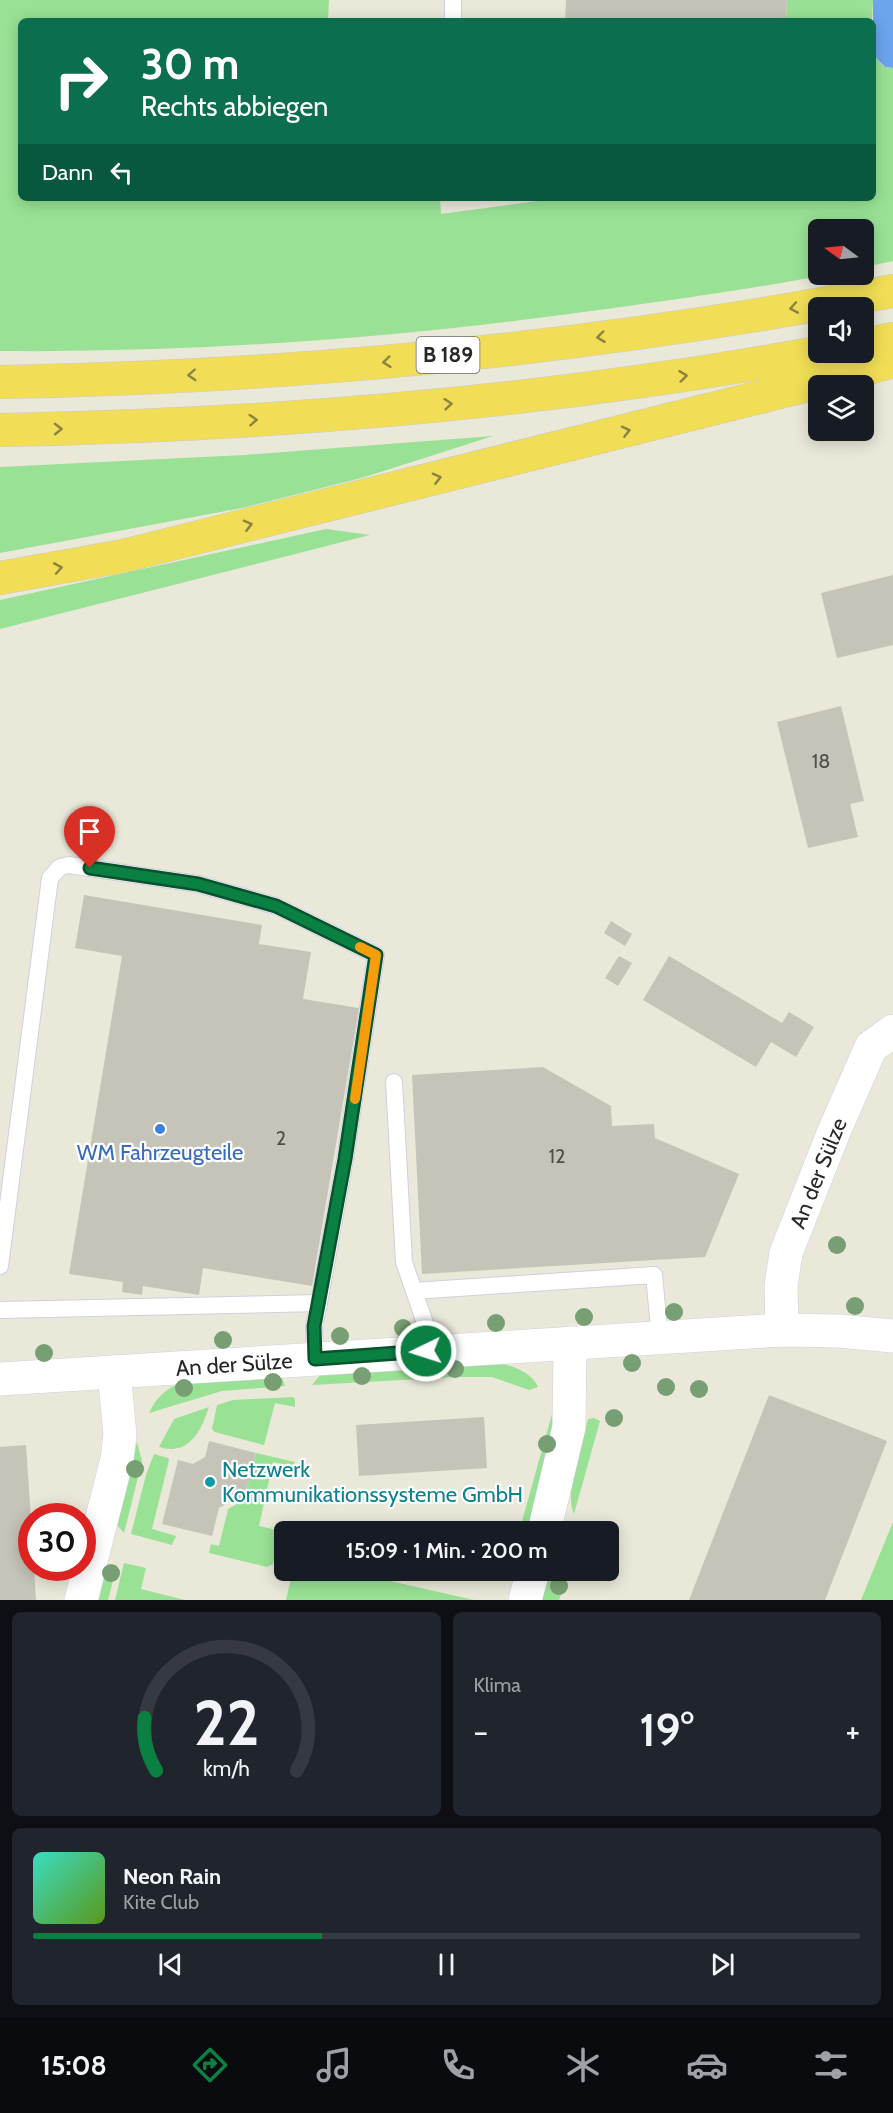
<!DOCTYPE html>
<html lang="de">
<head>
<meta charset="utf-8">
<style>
  body { margin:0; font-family:Cabin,sans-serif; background:#20242c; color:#f1f3f6; height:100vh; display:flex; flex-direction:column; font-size:22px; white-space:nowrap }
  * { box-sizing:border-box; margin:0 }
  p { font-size:20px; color:#9ea1a6 }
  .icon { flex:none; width:33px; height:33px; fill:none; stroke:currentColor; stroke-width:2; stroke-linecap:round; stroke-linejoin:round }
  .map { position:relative; height:1600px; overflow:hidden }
  .panel { display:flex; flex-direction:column; gap:12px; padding:12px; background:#0d0f14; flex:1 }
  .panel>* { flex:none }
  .banner { position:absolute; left:18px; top:18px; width:858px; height:183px; border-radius:9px; box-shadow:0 3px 15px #0003; background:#0b6e4f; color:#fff; overflow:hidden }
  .needle { width:39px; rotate:285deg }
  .buttons { position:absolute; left:808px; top:219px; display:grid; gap:12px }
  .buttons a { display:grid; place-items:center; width:66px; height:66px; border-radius:9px; background:#171b24; box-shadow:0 3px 15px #0003; font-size:30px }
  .speed { position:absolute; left:18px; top:1503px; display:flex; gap:12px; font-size:30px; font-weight:700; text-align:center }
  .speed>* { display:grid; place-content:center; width:78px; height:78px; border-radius:50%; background:#171b24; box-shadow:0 3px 15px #0003; line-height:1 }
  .speed .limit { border:9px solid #d22; background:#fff; color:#111 }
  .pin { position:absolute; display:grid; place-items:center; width:51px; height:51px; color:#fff; margin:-62px -26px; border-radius:50% 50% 50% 0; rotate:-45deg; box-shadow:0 0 6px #0007 }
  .pin .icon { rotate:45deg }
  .me { position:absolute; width:66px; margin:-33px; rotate:266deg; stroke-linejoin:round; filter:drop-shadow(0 0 4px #0008) }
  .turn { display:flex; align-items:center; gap:21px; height:126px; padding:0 24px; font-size:27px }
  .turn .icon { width:78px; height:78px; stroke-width:2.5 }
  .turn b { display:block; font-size:42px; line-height:51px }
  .then { display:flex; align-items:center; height:57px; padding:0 24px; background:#0003; gap:12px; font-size:22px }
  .big { font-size:45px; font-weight:600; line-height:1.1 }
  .panel .widget { flex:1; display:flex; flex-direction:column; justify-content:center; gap:9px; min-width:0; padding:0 21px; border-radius:9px; background:#20242c }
  .panel .dial { align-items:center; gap:0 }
  .dial svg { height:156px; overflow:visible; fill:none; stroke:#363941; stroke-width:7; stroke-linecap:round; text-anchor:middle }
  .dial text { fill:#f1f3f6; stroke:none }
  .song { display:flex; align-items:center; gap:18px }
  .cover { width:72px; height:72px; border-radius:9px; background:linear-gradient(135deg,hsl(170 70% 55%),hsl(90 70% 35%)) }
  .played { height:6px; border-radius:3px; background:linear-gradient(90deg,#0b8043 35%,#363941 35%) }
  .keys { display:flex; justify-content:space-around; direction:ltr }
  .heat { display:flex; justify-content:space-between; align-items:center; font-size:33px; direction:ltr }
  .panel .tiles { flex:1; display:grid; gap:12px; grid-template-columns:1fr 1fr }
  .widget:last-child { grid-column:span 2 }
  .trip { position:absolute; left:274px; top:1521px; width:345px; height:60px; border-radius:9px; background:#171b24; box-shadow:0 3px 15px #0003; font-weight:600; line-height:60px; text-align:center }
  .tabs { display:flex; height:96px; justify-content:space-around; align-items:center; background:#090b0e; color:#9ea1a6 }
  .tabs .icon { width:42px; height:42px }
  .tabs .current { color:#0b8043 }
  .tabs b { font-size:27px; color:#f1f3f6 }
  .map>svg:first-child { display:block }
  .green { fill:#99e195 }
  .water { fill:#6ca5ed }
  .building { fill:#c6c4b9 }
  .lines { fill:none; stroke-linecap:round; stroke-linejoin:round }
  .service-casing { stroke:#d0cfe1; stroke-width:18 }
  .minor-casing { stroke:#d0cfe1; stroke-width:34 }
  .trunk-casing { stroke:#cbcbcb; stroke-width:34 }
  .service { stroke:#fff; stroke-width:16 }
  .minor { stroke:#fff; stroke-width:33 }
  .trunk { stroke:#f1de56; stroke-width:33 }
  .tree { fill:#789f73 }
  .oneway { stroke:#8c833f }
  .route-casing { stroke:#07532c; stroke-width:15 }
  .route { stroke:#0b8043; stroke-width:10 }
  .slow { stroke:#f59e0b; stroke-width:10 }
  .shop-dot { fill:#3f7fe0; stroke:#fff; stroke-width:2 }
  .culture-dot { fill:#0f9aa8; stroke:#fff; stroke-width:2 }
  .labels { text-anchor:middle; stroke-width:4.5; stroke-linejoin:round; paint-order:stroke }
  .number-label { font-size:20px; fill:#504f4c }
  .shield { fill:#fff; stroke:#686868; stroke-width:1.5 }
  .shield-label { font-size:21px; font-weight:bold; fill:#282828 }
  .shop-label { font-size:22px; fill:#366cbe; stroke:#fff }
  .street-label { font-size:22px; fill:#282828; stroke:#fff }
  .culture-label { font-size:22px; fill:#0d838f; stroke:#fff; text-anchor:start }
</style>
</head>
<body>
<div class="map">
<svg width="893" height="1600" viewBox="0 0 893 1600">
  <rect width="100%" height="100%" fill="#eae8d9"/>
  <!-- green -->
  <g class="green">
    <path d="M0 0H329L328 21H21V198H440L441 214 559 198H873V55L884 67 893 68V261L864 267V230H819V274L825 275C752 289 679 299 606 309 405 337 202 353 0 351Z"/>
    <polygon points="787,0 873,0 872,21 786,21"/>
    <polygon points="493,436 365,477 242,508 0,553 0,467 244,455"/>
    <polygon points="326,529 370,535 0,629 0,600"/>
    <path d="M496 1362C511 1366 531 1371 538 1387L529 1390 492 1377H455L312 1385 321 1374Z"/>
    <path d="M282 1378 285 1386 222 1391 149 1413C156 1398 165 1389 181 1383Z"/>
    <polygon points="293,1397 295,1399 295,1407 275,1403 264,1445 215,1432 212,1429 217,1405 233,1400"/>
    <path d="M209 1407C201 1432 188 1456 159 1447L174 1419Z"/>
    <polygon points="552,1414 554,1427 529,1531 519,1532"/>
    <path d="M594 1418 600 1421 574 1514C564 1491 581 1447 587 1423L588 1419Z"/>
    <polygon points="137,1442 142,1461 124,1533 117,1525"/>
    <polygon points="256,1453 295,1462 294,1467 273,1462 259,1526 281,1531 273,1564 267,1567 209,1553 211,1544 219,1546 228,1509 239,1503 243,1504"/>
    <polygon points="154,1454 168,1458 169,1460 152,1529 176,1536 172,1545 131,1534 146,1475"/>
    <polygon points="893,1522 893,1600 861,1600"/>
    <polygon points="124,1563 146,1568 141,1589 185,1600 115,1600"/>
    <polygon points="117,1565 108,1600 99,1600 106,1568"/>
    <polygon points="293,1570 346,1571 474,1600 286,1600"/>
    <polygon points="549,1571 569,1571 559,1600 540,1600"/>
  </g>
  <!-- water -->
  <polygon class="water" points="873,0 893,0 893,68 885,67 873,55"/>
  <!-- building -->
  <g class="building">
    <polygon points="566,0 787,0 786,21 565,21"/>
    <polygon points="893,575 893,645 837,658 821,593"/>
    <polygon points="841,706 864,801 850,804 858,837 808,848 777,722"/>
    <polygon points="84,895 262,925 259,944 311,952 303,999 359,1008 312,1286 203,1268 199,1295 143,1286 142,1295 122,1292 123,1282 69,1274 122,956 75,948"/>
    <polygon points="611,921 632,934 625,946 604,933"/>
    <polygon points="619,956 632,963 618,986 605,978"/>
    <polygon points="669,956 782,1023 789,1012 814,1027 796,1057 771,1042 756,1067 643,1000"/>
    <polygon points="543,1067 611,1106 612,1126 654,1124 655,1138 739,1174 705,1257 422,1274 412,1075"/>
    <polygon points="769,1395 887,1441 825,1600 689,1600"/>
    <polygon points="484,1417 487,1468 359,1476 356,1425"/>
    <polygon points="209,1441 256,1453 243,1504 231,1501 219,1508 212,1536 162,1524 178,1460 193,1464 205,1457"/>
    <polygon points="26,1445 32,1534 32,1568 34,1568 36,1600 0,1600 0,1447"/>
  </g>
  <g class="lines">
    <defs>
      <g id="service">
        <polyline points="453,21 453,0"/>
        <polyline points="394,1082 404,1262 425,1323 426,1351"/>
        <polyline points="0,1266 50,878 60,867 69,865 198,884 276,906 376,955 345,1159 319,1303 0,1310"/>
        <polyline points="414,1291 654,1275 660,1338"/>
        <polyline points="315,1359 314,1326 319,1303"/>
      </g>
      <g id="minor">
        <polyline points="782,1330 781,1286 786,1253 833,1134 871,1047 893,1031"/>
        <polyline points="0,1379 782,1330 839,1331 893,1336"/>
        <polyline points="544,1532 569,1427 570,1343"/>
        <polyline points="81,1600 117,1459 120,1435 114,1372"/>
        <polyline points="525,1600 533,1570"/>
      </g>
      <g id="trunk">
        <polyline points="864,345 893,339"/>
        <path d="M0 382C300 377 599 347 893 291"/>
        <path d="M0 430C275 425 551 402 822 352"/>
        <polyline points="0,578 123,556 804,386 893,361"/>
      </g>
    </defs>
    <!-- service casing -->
    <use href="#service" class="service-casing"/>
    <!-- minor casing -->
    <use href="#minor" class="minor-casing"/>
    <!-- trunk casing -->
    <use href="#trunk" class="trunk-casing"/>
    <!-- service -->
    <use href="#service" class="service"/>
    <!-- minor -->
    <use href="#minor" class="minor"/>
    <!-- trunk -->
    <use href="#trunk" class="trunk"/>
  </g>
  <!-- trees -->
  <g class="tree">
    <circle cx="837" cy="1245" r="9"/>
    <circle cx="855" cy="1306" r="9"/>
    <circle cx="674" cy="1312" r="9"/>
    <circle cx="584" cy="1317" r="9"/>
    <circle cx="496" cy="1323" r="9"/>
    <circle cx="403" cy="1328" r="9"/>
    <circle cx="340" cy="1336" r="9"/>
    <circle cx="223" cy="1340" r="9"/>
    <circle cx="44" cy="1353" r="9"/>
    <circle cx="632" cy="1363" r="9"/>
    <circle cx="455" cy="1369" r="9"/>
    <circle cx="362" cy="1376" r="9"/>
    <circle cx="273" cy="1382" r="9"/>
    <circle cx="666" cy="1387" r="9"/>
    <circle cx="184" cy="1388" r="9"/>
    <circle cx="699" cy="1389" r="9"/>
    <circle cx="614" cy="1418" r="9"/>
    <circle cx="547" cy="1444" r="9"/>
    <circle cx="135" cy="1469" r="9"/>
    <circle cx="111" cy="1573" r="9"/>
    <circle cx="559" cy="1586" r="9"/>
  </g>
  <!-- one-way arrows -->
  <defs><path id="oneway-chevron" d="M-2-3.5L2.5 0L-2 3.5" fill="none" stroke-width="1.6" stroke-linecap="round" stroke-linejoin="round" transform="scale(1.5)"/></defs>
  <g class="oneway">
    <use href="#oneway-chevron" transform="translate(794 308) rotate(170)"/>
    <use href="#oneway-chevron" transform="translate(601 337) rotate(173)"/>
    <use href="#oneway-chevron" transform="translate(387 362) rotate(174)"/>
    <use href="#oneway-chevron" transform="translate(192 375) rotate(177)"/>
    <use href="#oneway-chevron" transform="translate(683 376) rotate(-7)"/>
    <use href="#oneway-chevron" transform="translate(448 404) rotate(-5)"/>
    <use href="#oneway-chevron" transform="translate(253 420) rotate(-4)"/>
    <use href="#oneway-chevron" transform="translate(58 429) rotate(-1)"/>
    <use href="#oneway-chevron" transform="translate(626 431) rotate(-14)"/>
    <use href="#oneway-chevron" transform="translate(437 478) rotate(-14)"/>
    <use href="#oneway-chevron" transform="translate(248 525) rotate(-14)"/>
    <use href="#oneway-chevron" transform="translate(58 568) rotate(-10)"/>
  </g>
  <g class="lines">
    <defs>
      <polyline id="route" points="90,868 198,884 276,906 376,955 345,1159 314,1326 315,1359 426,1351"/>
    </defs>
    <!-- route casing -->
    <use href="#route" class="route-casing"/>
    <!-- route -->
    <use href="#route" class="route"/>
    <!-- slow -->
    <polyline class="slow" points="355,1099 376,955 360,947"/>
  </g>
  <!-- markers -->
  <circle class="shop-dot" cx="160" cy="1129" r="6"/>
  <circle class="culture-dot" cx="210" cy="1482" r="6"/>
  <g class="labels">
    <!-- number labels -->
    <g class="number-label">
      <text x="821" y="768">18</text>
      <text x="281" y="1145">2</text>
      <text x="557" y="1163">12</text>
    </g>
    <!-- shield labels -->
    <rect class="shield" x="416.5" y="337" width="63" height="36" rx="4.5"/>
    <g class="shield-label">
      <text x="448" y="362">B 189</text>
    </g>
    <!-- shop labels -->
    <g class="shop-label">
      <text x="160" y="1160">WM Fahrzeugteile</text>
    </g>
    <!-- street labels -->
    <g class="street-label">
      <text transform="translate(818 1173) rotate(-68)" y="8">An der Sülze</text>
      <text transform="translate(234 1364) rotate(-4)" y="8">An der Sülze</text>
    </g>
    <!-- culture labels -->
    <g class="culture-label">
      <text x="222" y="1477">Netzwerk<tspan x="222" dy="25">Kommunikationssysteme GmbH</tspan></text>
    </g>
  </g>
</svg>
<div class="buttons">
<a><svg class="needle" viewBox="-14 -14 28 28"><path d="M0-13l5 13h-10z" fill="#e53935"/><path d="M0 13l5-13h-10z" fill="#9ea1a6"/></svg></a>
<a><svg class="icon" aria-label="sound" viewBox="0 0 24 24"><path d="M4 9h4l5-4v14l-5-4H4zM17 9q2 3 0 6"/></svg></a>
<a><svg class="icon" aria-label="layers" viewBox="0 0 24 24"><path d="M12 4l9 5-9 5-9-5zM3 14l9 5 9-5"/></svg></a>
</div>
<div class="speed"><div class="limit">30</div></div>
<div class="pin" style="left:90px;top:868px;background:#d93025"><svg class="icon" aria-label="arrive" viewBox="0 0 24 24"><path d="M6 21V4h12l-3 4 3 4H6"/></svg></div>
<svg class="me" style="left:426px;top:1351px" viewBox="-20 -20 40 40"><circle r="17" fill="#0b8043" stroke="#fff" stroke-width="3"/><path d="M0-11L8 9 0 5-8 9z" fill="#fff"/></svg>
<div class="trip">15:09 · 1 Min. · 200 m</div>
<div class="banner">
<div class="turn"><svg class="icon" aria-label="right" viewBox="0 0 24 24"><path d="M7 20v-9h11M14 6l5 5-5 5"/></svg><div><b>30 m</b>Rechts abbiegen</div></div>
<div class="then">Dann<svg class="icon" aria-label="left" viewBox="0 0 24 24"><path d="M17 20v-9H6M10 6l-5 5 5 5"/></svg></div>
</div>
</div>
<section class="panel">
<div class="tiles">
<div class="widget dial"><svg viewBox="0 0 100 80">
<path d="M14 69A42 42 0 1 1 86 69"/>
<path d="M14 69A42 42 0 0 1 8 42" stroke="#0b8043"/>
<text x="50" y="56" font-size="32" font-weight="700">22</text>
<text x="50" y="72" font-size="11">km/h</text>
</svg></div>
<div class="widget"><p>Klima</p>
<div class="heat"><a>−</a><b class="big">19°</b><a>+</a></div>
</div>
<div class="widget">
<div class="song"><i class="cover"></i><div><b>Neon Rain</b><p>Kite Club</p></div></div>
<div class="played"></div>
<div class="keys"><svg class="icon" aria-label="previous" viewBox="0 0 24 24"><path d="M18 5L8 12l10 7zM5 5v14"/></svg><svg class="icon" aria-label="pause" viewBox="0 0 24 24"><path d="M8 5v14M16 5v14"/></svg><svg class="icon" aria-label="next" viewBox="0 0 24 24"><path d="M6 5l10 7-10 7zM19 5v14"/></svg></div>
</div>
</div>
</section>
<nav class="tabs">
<b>15:08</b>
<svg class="icon current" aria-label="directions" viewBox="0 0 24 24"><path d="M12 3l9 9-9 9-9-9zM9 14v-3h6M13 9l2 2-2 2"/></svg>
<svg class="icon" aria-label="music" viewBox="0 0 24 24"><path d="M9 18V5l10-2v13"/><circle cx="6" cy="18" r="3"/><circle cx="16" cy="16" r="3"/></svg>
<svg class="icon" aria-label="phone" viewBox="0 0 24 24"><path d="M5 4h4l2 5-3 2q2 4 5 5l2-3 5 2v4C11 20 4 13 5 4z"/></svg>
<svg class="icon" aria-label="climate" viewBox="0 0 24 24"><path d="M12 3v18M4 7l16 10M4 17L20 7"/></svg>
<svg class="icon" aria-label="car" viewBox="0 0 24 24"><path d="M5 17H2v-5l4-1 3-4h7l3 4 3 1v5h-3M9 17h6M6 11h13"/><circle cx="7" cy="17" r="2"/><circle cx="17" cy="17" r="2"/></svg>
<svg class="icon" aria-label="filters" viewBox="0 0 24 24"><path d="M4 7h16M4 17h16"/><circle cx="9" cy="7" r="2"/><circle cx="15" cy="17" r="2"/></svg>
</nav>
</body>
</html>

----------------------------------------

=== Task details ===
What you return should be only the lines from the line containing "4h4l2 5-3 2q2" through the end of the material above, reproduced exactly, first and last included.

=== Exercise response ===
<svg class="icon" aria-label="phone" viewBox="0 0 24 24"><path d="M5 4h4l2 5-3 2q2 4 5 5l2-3 5 2v4C11 20 4 13 5 4z"/></svg>
<svg class="icon" aria-label="climate" viewBox="0 0 24 24"><path d="M12 3v18M4 7l16 10M4 17L20 7"/></svg>
<svg class="icon" aria-label="car" viewBox="0 0 24 24"><path d="M5 17H2v-5l4-1 3-4h7l3 4 3 1v5h-3M9 17h6M6 11h13"/><circle cx="7" cy="17" r="2"/><circle cx="17" cy="17" r="2"/></svg>
<svg class="icon" aria-label="filters" viewBox="0 0 24 24"><path d="M4 7h16M4 17h16"/><circle cx="9" cy="7" r="2"/><circle cx="15" cy="17" r="2"/></svg>
</nav>
</body>
</html>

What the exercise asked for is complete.